Stereomour Build

marantzfan

New member
Well, I will be joining the bottlehead owners club soon, I ordered a Stereomour last week and am getting excited about the upcoming build.  As always, that means I have some questions.  

1. What kind of paint works best for the transformer end bells?
2. Would Jantzen Z-Series capacitors be a noticeable upgrade from the stock Solens caps?
3. Any suggestions on stain for the wood frame to match the color of a Linn LP12 Afromasia plinth?

I'm sure once the kit gets here and I get started there will be much more to come.  :)

Heck, I haven't even gotten started yet and I'm already looking at the Eros.  
 
I like to paint or powder coat the transformer covers with a finish that is not smooth, as those parts tend to take a bit of a beating, and a textured or wrinkled finish takes the abuse better.

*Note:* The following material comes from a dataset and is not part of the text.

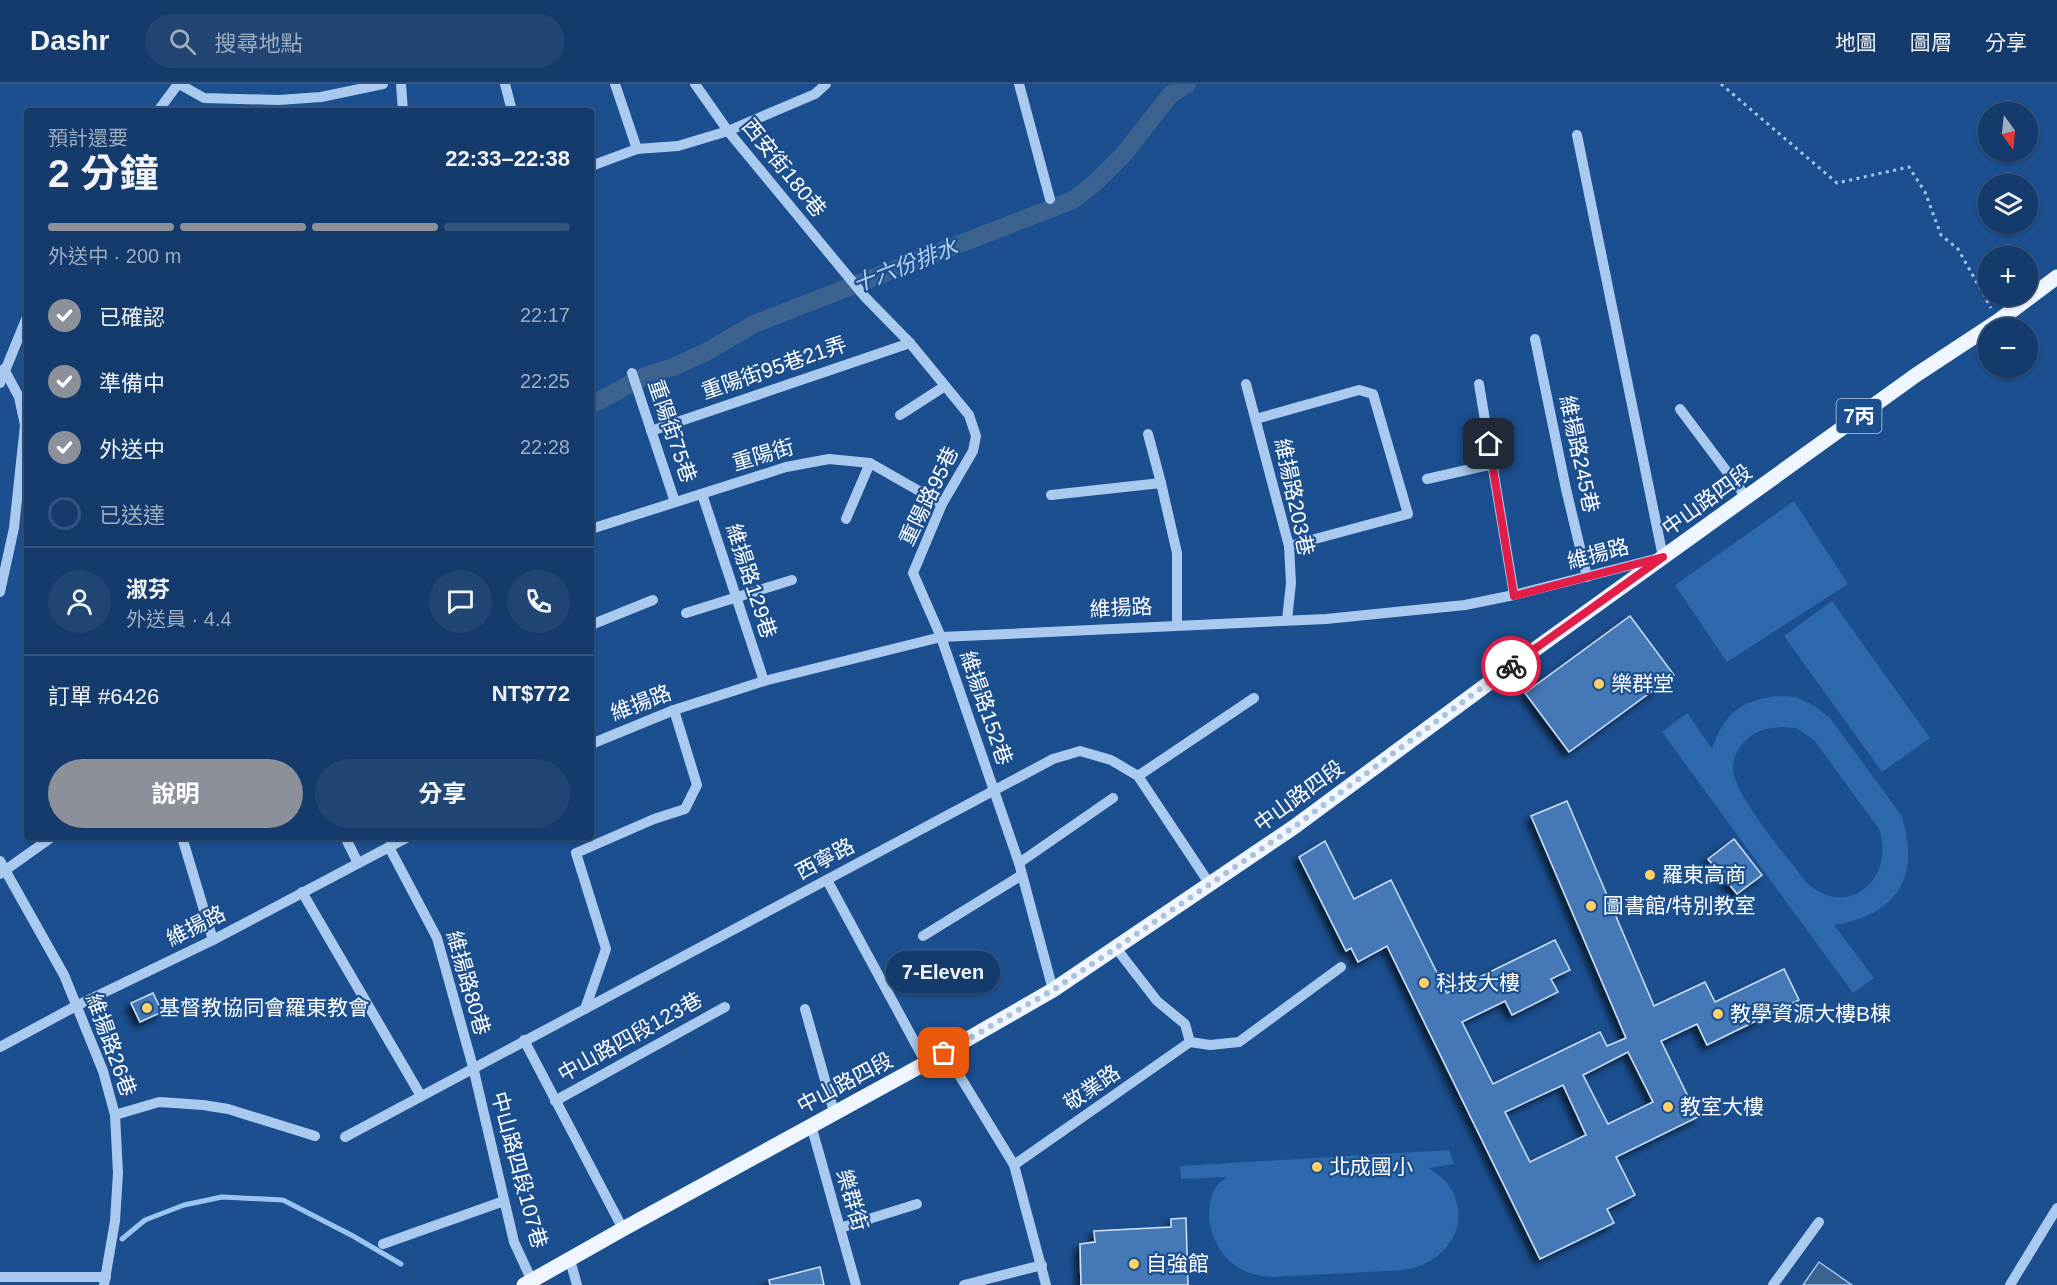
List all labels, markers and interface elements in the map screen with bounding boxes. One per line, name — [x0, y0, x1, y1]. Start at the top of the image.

I've used Jantzen caps plenty of times in various builds, though mostly because they tend to have higher voltage ratings.  From a construction point, both the Jantzens and the Solens are metalized polypropylene caps (doesn't mean they don't sound different).

Stain matching is a pain, I'd buy the closest 3-4 cans at your local big box HW store, then test them on the back of one of the base pieces.
 
Ok, my kit came in two days ago and last night I got started on it.  After about 2.5 hours I'm up to page 32 which is where it's time to mount the PT, so now it's time to figure out what I'm doing with the paint/powder coat so I can move forward. 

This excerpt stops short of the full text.